After finishing school in Ludwigshafen and studying art with Wilhelm Deffke and Lucian Bernhard in Berlin , Binder settled in 1922 as a freelance artist in Saarbrücken , where he was given a teaching position at the Academy for Fine and Applied Arts in Saarbrücken. In 1923 he married Suzanne Winterkorn from Metz. From the early 1960s on, Binder devoted himself entirely to free painting; the last known work is a portrait of the poet James Joyce (1972), with whose son George Binder was on friendly terms. In the art world nowadays there are always confusions between Joseph Friedrich Gustav Binder and the Austrian poster artist Joseph Binder . Most recently it happened in the feature section of the Süddeutsche Zeitung .

Create

Binder as an industrial designer

1927 Foundation of the Binder Studio in Ludwigshafen. The period up to 1936 was followed by what was probably the most creative and economically most successful phase with major orders for multiple award-winning trademarks for Knorr , Reemtsma , Tekrum , Elida , Minera, Dujardin , Stella , and Mercedes-Benz . During this time, Binder consolidated his fame as a style-defining industrial designer.
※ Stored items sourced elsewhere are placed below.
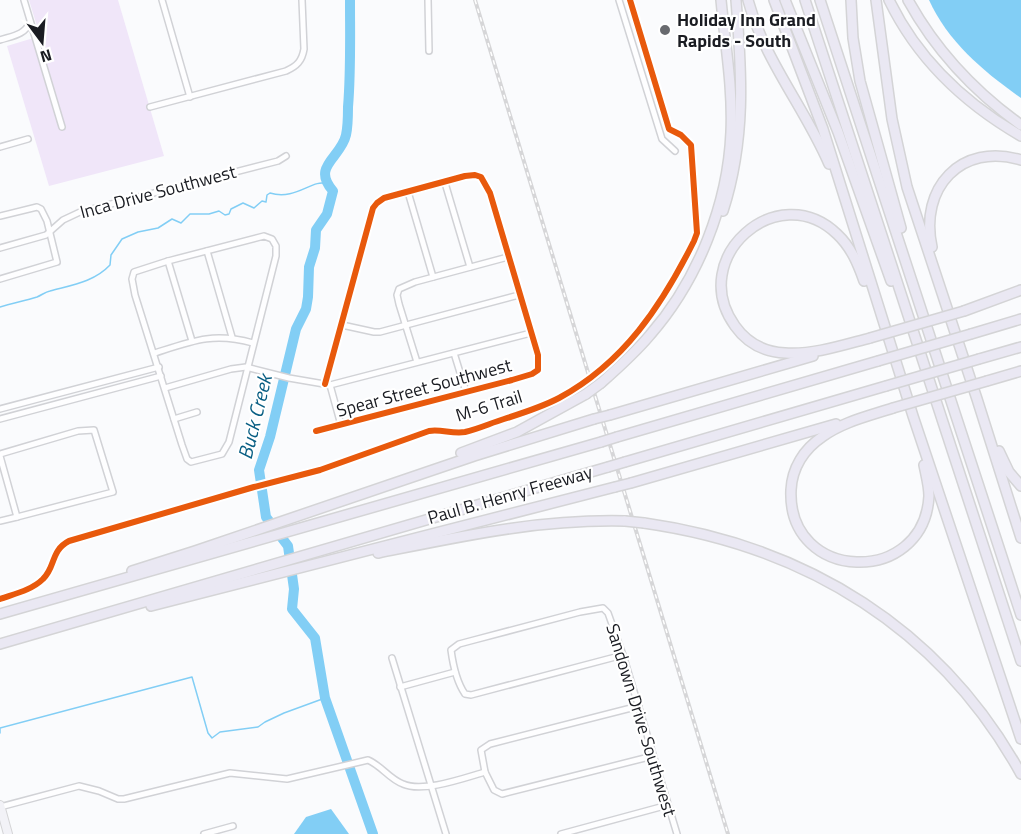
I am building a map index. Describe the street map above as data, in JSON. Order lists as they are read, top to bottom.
{
  "streets": {
    "highway": ["Paul B. Henry Freeway"],
    "street": ["Inca Drive Southwest", "Spear Street Southwest", "Sandown Drive Southwest"],
    "cycle path": ["M-6 Trail"]
  },
  "water": ["Buck Creek"],
  "places": ["Holiday Inn Grand Rapids - South"],
  "north": "bottom"
}
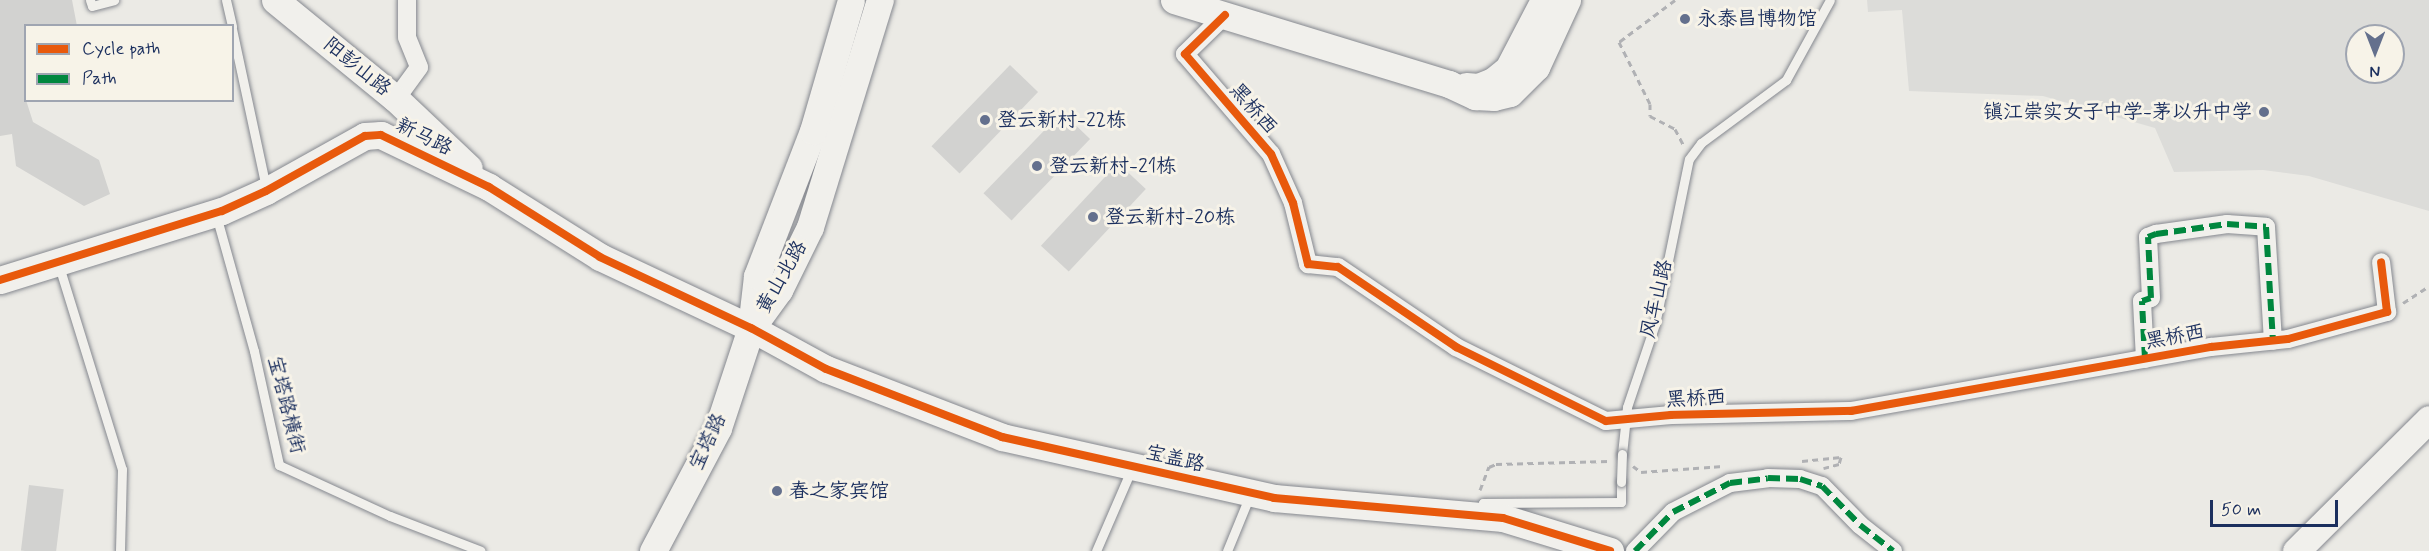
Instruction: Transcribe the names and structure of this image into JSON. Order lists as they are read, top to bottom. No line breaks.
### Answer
{"streets":{"street":["阳彭山路","黑桥西","新马路","黄山北路","宝塔路","宝盖路"],"lane":["风车山路","宝塔路横街"]},"crossings":[["阳彭山路","新马路"],["黑桥西","风车山路"],["新马路","黄山北路"],["新马路","宝塔路横街"],["新马路","宝塔路"],["新马路","宝盖路"],["黄山北路","宝塔路"],["黄山北路","宝盖路"],["风车山路","宝盖路"],["宝塔路","宝盖路"]],"places":["永泰昌博物馆","镇江崇实女子中学-茅以升中学","登云新村-22栋","登云新村-21栋","登云新村-20栋","春之家宾馆"],"legend":["Cycle path","Path"],"scale_bar":"50 m","north":"bottom"}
In total, by the early 1960s, Binder had created well over 2,000 stamps and posters.

Binder achieved his international breakthrough as an industrial designer when he emerged as the winner in a competition for a logo for IG Farben , created in 1925, created the so-called IG piston and asserted himself against the Bauhaus elite. A year earlier, in 1924, Binder caused a sensation at the International Exhibition of Modern Decorative and Industrial Arts in Paris when he designed a pavilion for the Jyldis cigarette brand entirely with the Jyldis males he had created.

In the mid-1920s, Binder met the painter and caricaturist Olaf Gulbransson in Munich , one of his places of work alongside Berlin, Paris and Ludwigshafen . This resulted in a remarkable cooperation in 1927: Binder, who was working on a new campaign for Jyldis at the time, combined Gulbransson's caricatures with his trademarks.

In 1928, Binder and Ludwig Hohlwein emerged victorious from an international competition for the 1933 World Exhibition in Chicago. After the National Socialists came to power, the posters by the German artists were not shown.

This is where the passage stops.